> _Assigned task_: Please print the entries below exactly, from the line with "M1839,827L1889,660" through the line with "M2219,897L2266,706L2274,660", including both of those lines and leaving out all others.

Collected data entries

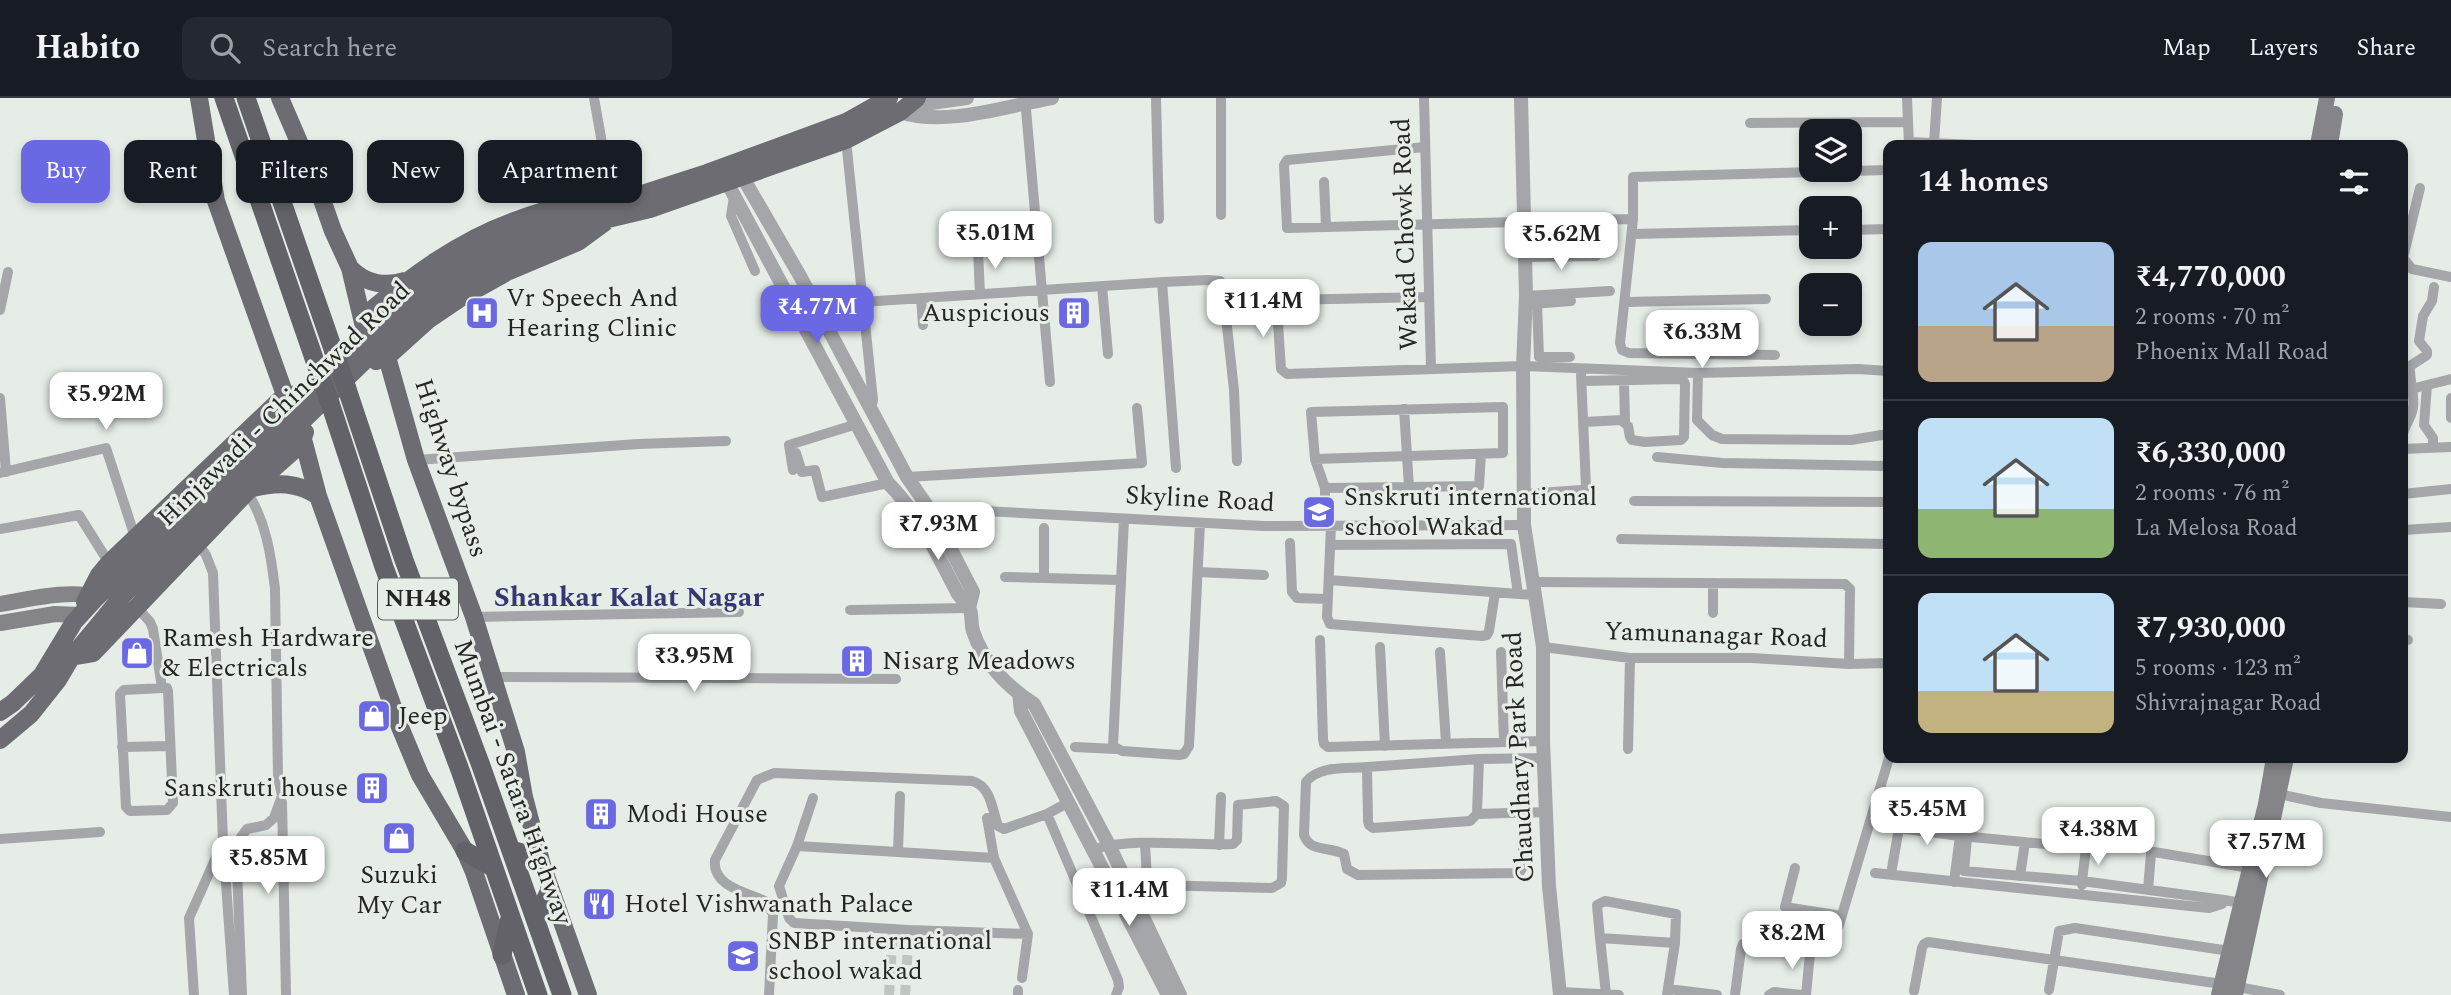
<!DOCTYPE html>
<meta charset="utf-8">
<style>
:root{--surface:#171b24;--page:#242831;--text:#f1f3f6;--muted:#9ea1a6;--line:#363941;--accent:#6a68e2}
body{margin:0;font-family:Spectral,serif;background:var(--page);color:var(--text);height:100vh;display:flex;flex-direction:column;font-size:26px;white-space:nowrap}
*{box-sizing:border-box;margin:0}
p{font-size:23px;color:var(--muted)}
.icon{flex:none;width:38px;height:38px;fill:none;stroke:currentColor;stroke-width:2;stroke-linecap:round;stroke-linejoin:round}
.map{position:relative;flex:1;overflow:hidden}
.details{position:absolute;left:1883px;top:42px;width:525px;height:623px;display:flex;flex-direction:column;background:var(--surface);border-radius:14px;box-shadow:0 4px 10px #0003}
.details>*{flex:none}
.hud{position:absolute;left:21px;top:42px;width:665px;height:63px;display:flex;gap:14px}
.fabs{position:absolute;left:1799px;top:21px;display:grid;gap:14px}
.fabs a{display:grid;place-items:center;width:63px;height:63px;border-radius:14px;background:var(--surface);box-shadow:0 4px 10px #0003;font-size:35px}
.price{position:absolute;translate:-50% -60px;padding:0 16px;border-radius:14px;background:#fff;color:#222;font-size:23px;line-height:46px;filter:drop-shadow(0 2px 4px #0008)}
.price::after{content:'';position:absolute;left:50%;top:42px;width:21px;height:16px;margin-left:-10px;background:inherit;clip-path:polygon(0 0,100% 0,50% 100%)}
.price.selected{background:var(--accent);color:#fff}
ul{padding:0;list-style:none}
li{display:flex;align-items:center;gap:21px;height:175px;padding:0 35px}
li+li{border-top:2px solid var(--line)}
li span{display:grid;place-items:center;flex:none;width:196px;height:140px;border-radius:14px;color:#555}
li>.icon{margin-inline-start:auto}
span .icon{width:84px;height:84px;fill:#fffc;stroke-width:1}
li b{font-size:30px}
h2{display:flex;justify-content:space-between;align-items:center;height:84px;padding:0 35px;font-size:30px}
.tag{padding:0 24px;border-radius:14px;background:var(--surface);box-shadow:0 4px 10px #0003;font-size:24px;line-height:63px}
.tag.selected{background:var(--accent);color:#fff}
header{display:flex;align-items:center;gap:42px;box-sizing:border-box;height:98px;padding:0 35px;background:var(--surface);border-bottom:2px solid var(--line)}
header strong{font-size:33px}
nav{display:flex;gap:38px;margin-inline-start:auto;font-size:24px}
.search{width:490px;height:63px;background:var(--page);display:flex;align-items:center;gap:18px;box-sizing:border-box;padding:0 24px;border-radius:14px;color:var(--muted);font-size:26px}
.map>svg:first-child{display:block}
</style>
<header>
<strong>Habito</strong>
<div class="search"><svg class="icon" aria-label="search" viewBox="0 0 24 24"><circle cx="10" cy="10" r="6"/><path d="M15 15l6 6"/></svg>Search here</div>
<nav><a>Map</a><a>Layers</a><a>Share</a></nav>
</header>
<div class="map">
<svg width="2451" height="897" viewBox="0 0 2451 897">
<rect width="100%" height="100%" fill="#e6ede7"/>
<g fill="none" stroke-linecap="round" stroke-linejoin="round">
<path stroke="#bfc5c0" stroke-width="10" stroke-dasharray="10 5" stroke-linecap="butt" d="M889,897L893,831
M905,897L909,832"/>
<path stroke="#a5a6a9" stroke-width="10" d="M594,0L607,73L618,106
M1025,0L1050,284
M1156,0L1159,121
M1221,0V117
M1424,0L1431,271
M1907,0L1909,47
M1750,25L1908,24
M846,42L873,302L871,311
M1909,44L1975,47
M1934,45L1937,0
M1425,49L1287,62L1284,67L1287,130L1633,121
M1324,84L1326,128
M2420,90L2403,160L2412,171L2451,179
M734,99L731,118L755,173
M1850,132L1888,131
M1632,136L1811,132
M978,153L980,196
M1525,159L1596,158
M1162,184L1176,370
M1102,188L1108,256
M1526,198L1610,193
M1429,199L1282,202L1278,205L1277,210L1281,271L1287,276L1523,268L1698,275L1858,271L1888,273
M921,200L923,227
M862,204L1164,184L1208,182L1220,183L1223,192L1234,292L1237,363
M1625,204L1766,201
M1537,205L1539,259H1570
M1532,206L1571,203
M0,212L8,174
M1775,257L1629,255L1622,252L1620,245L1633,121V79L1888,72
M1698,275L1697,322L1712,337L1722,341L1851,342L1888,336
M1624,282L1625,324
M1582,283L1679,281L1683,282L1685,286L1684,339L1681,342L1645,344L1632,342L1630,339L1628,328L1621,322L1585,324
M2427,287L2424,327L2433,340V349
M2403,293L2451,281
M0,300L6,374
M2451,300V320
M1404,311L1409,389L1479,388L1481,356
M2403,337C2404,328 2411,321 2413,310C2415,296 2409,282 2410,268L2427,257V253L2419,243L2423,218L2432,203L2434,189
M2403,351L2451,349
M796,355L802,374L815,372L822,399L888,385
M1657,359L1723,365L1888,368
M1315,361L1503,355V309L1311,314L1315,361L1325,390V428
M416,362L638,346L726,343
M793,372L789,347L857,326
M0,375L106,350L135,439
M907,379L1142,365L1137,310
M1325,390L1409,389
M1524,396L1581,392L1586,389L1581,276
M2403,396L2451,391
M1634,403L1888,404
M915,416L985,413L1263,428L1524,427
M1124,421L1113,648L1122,653L1179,657L1184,656L1189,648L1200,425
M1331,428L1327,519L1330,526L1482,538L1487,537L1489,533L1495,495
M1044,430V480
M0,431L79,417L109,465
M2403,432L2451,429
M1621,441L1888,446
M198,445L206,457L213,475L223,744L234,897
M1290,445L1292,494L1297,500L1328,501
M1330,447L1511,446L1518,496
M1198,474L1264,477
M1005,479L1120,482
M1329,482L1534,497
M1533,484L1845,486L1850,491L1849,566
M1713,485V515
M2403,504L2441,506
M137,509L150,524L153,531L162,590L124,592L120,596L126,709L130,713L167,712L173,705L168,593L167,590H162
M850,512L969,510
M474,519L739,514
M1320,542L1323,641L1324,646L1328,649L1543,643
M2403,542H2408
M1380,549L1385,648
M1543,549L1630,560H1752L1849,566L1888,565
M1440,554L1446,645
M1501,554L1504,644
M493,579L896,581
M122,649L170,648
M1075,649L1116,651
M1628,651L1630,560
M1544,660L1479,661L1367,669L1368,723L1369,727L1373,730L1470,723L1477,716L1547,714
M1367,669C1347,671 1319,667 1306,684L1304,737C1310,755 1329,748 1344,756L1347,771L1358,777L1519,775L1523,769V714
M2274,695L2321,705L2451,719
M900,698L898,754L994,760
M813,700L797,748L779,788L789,820L794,825L909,832L1028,836
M282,704L286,897
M1047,716L1118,882L1119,889L1116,897
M1477,716L1479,661
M987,720L994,760L1028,836L1022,880
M1972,739L2086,750L2082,783L1964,773L1967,740Z
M0,741L100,734
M1219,747L1221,699
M797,748L898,754
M1094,751C1138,739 1188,748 1233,746L1237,742L1238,707L1276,703L1284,708L1282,780L1281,785L1272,790L1153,787L1147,780L1145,746
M1795,770L1785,809L1842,818
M1875,775L2209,810L2222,806L2224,802L2241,805
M1891,776L1899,730L1960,738L1954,784
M2020,778L2025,744
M2082,787V783L2224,802
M2148,791L2151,756L2154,754L2250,770
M1839,827L1889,660
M1600,840L1606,896
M1668,891L1717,897
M2049,892L2059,833L2075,830L2230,853
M1914,893L1922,850L1924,846L1928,844L2222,886L2280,897
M1560,894L1619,897
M194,897L189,820L222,746
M242,897L236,746L247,731L266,727L274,720L282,698L278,679L275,491C271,457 266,423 247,394
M769,897L773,816L765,803C745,794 712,788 715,762L757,682L774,675L972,683C991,688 992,711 998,728L1004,731L1047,716L1069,704
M1018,897V892
M1667,897L1675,845L1600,840L1597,807L1605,803L1676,816L1675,845
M1735,897L1741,851L1743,846L1810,852
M1769,897L1774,894L1802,897
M1806,897L1812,835"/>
<path stroke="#a5a6a9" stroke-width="14" d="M1521,0L1526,198L1523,268L1524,427L1543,549V643L1549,788L1560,897
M913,4L924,6L967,0
M900,14C946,29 1006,8 1052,0
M740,68L742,78L800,178L907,379L932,415L973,494L969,510
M724,74L729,88L888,385C920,417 936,455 957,494C960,500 967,505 970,512C972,518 971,526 973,533C983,564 1007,589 1034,606L1109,747L1180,897
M1019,596L1021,613L1168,897"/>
<path stroke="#848489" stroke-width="16" d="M2318,47L2327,0
M2330,47L2335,16
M0,506C25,502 74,490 96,500
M0,525L55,516L80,517
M2219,897L2266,706L2274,660
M2235,897L2286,660"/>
<path stroke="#6c6c72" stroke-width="18" d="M199,0L216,103L285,297
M280,0L314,79L333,133L350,170L364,229
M350,170C366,186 384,189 405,183
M363,219C409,180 459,142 517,122C532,116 548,112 564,107
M387,259L416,362L474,519L516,654L524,699L542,767L588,897
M376,263L387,259L428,222L459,201L507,174L578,144L604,125
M304,345L318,398L400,629L420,677L465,753L474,774L516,897
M253,390C277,384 297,384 318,398
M85,504L99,477L109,465L285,297L307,296
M69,559L93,555L247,394L301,346L305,334
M0,614L13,605L42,577L74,524L96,500L366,240L409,200L428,186L493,148L577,113L617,104L707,75L846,24L889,0
M0,642L31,616L58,582L71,560L124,496L418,211L451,188L528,149L583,127L650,111L846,42L900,14L917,0"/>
<path stroke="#626268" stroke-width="19" d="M224,0L317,269
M246,0L334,254
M347,291L404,462L480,665L562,897
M330,305L384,469L460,672L538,897
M511,752L539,760
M465,753L494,770
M536,822L550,792
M502,857L510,820"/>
<path stroke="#626268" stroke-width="19" d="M334,254L347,291
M317,269L330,305"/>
</g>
<defs>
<g id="hospital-square" transform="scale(1.75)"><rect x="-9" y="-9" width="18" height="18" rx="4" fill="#6a68e2" stroke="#e6ede7"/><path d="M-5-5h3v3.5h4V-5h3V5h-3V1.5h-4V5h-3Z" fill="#fff"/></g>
<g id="building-square" transform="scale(1.75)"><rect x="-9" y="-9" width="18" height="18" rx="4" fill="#6a68e2" stroke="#e6ede7"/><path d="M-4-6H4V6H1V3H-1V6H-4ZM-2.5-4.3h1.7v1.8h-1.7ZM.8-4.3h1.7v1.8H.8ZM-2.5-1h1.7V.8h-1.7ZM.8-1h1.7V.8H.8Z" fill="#fff"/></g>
<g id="school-square" transform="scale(1.75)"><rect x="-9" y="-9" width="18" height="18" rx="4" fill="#6a68e2" stroke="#e6ede7"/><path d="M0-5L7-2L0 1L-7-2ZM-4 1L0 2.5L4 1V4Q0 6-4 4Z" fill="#fff"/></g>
<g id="shop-square" transform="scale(1.75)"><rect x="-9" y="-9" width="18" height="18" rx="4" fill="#6a68e2" stroke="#e6ede7"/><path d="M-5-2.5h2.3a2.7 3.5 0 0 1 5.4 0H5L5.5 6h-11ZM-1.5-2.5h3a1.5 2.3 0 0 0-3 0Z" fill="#fff"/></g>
<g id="restaurant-square" transform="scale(1.75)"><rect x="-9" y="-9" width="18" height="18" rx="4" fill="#6a68e2" stroke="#e6ede7"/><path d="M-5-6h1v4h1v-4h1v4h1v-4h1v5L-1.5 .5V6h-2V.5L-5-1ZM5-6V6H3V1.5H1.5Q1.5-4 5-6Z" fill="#fff"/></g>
</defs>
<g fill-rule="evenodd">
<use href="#hospital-square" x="482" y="215"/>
<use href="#building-square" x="1074" y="215"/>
<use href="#school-square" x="1319" y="414"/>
<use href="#shop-square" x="137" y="555"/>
<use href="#building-square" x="857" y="563"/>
<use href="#shop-square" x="374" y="618"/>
<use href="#building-square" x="372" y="690"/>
<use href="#building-square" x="601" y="716"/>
<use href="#shop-square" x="399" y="740"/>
<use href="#restaurant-square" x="599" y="806"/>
<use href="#school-square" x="743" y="858"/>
</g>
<g text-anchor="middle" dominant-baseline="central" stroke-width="6" stroke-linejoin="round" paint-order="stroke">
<rect fill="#e6ede7" stroke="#5e625e" stroke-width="2" x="378" y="480.5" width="80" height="41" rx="5"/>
<g font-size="24" font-weight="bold" fill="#242624">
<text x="418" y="501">NH48</text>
</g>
<g font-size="26" fill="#242624" stroke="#e6ede7">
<text transform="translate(1405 136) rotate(-92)">Wakad Chowk Road</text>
<text transform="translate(284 306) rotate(-44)">Hinjawadi - Chinchwad Road</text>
<text transform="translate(451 370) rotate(72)">Highway bypass</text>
<text transform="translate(1200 401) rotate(3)">Skyline Road</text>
<text transform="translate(1716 537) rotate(2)">Yamunanagar Road</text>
<text transform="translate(1519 659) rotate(-93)">Chaudhary Park Road</text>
<text transform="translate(513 684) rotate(70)">Mumbai - Satara Highway</text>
</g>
<g font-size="26" fill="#242624" stroke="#e6ede7" text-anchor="start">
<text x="506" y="200">Vr Speech And<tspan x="506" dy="30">Hearing Clinic</tspan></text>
<text x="1050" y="215" text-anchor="end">Auspicious</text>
<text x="1344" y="399">Snskruti international<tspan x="1344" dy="30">school Wakad</tspan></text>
<text x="162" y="540">Ramesh Hardware<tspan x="162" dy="30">&amp; Electricals</tspan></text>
<text x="882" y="563">Nisarg Meadows</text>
<text x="398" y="618">Jeep</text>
<text x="348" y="690" text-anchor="end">Sanskruti house</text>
<text x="626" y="716">Modi House</text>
<text x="399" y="777" text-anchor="middle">Suzuki<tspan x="399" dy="30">My Car</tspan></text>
<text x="624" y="806">Hotel Vishwanath Palace</text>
<text x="768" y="843">SNBP international<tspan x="768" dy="30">school wakad</tspan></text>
</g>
<g font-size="28" font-weight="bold" fill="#363772" stroke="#e6ede7">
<text x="629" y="499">Shankar Kalat Nagar</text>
</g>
</g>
</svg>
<div class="fabs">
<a><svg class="icon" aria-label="layers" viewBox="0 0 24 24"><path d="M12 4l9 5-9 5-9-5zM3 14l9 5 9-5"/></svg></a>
<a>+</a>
<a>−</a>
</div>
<b class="price" style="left:995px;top:173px">₹5.01M</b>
<b class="price" style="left:1561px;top:174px">₹5.62M</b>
<b class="price" style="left:1263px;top:241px">₹11.4M</b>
<b class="price selected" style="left:817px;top:247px">₹4.77M</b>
<b class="price" style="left:1702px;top:272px">₹6.33M</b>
<b class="price" style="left:106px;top:334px">₹5.92M</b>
<b class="price" style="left:938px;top:464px">₹7.93M</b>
<b class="price" style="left:694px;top:596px">₹3.95M</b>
<b class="price" style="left:1927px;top:749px">₹5.45M</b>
<b class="price" style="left:2098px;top:769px">₹4.38M</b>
<b class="price" style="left:2266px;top:782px">₹7.57M</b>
<b class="price" style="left:268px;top:798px">₹5.85M</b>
<b class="price" style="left:1129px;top:830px">₹11.4M</b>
<b class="price" style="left:1792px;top:873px">₹8.2M</b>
<div class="hud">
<a class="tag selected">Buy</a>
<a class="tag">Rent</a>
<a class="tag">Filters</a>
<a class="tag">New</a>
<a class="tag">Apartment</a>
</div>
<section class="details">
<h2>14 homes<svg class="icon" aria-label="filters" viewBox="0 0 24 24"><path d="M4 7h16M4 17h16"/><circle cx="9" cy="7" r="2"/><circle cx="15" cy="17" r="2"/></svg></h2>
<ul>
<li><span style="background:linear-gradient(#a9c7e8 60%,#b9a48a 0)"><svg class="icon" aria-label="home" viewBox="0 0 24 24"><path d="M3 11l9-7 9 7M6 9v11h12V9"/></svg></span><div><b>₹4,770,000</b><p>2 rooms · 70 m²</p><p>Phoenix Mall Road</p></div></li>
<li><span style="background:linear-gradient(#bfe0f5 65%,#8fb573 0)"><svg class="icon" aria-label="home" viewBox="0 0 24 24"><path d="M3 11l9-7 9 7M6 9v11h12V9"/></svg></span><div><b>₹6,330,000</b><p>2 rooms · 76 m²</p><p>La Melosa Road</p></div></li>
<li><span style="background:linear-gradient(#bfe0f5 70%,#c2b280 0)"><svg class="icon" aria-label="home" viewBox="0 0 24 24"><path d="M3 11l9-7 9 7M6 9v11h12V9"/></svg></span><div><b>₹7,930,000</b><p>5 rooms · 123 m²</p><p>Shivrajnagar Road</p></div></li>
</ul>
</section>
</div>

> _Reply_:
M1839,827L1889,660
M1600,840L1606,896
M1668,891L1717,897
M2049,892L2059,833L2075,830L2230,853
M1914,893L1922,850L1924,846L1928,844L2222,886L2280,897
M1560,894L1619,897
M194,897L189,820L222,746
M242,897L236,746L247,731L266,727L274,720L282,698L278,679L275,491C271,457 266,423 247,394
M769,897L773,816L765,803C745,794 712,788 715,762L757,682L774,675L972,683C991,688 992,711 998,728L1004,731L1047,716L1069,704
M1018,897V892
M1667,897L1675,845L1600,840L1597,807L1605,803L1676,816L1675,845
M1735,897L1741,851L1743,846L1810,852
M1769,897L1774,894L1802,897
M1806,897L1812,835"/>
<path stroke="#a5a6a9" stroke-width="14" d="M1521,0L1526,198L1523,268L1524,427L1543,549V643L1549,788L1560,897
M913,4L924,6L967,0
M900,14C946,29 1006,8 1052,0
M740,68L742,78L800,178L907,379L932,415L973,494L969,510
M724,74L729,88L888,385C920,417 936,455 957,494C960,500 967,505 970,512C972,518 971,526 973,533C983,564 1007,589 1034,606L1109,747L1180,897
M1019,596L1021,613L1168,897"/>
<path stroke="#848489" stroke-width="16" d="M2318,47L2327,0
M2330,47L2335,16
M0,506C25,502 74,490 96,500
M0,525L55,516L80,517
M2219,897L2266,706L2274,660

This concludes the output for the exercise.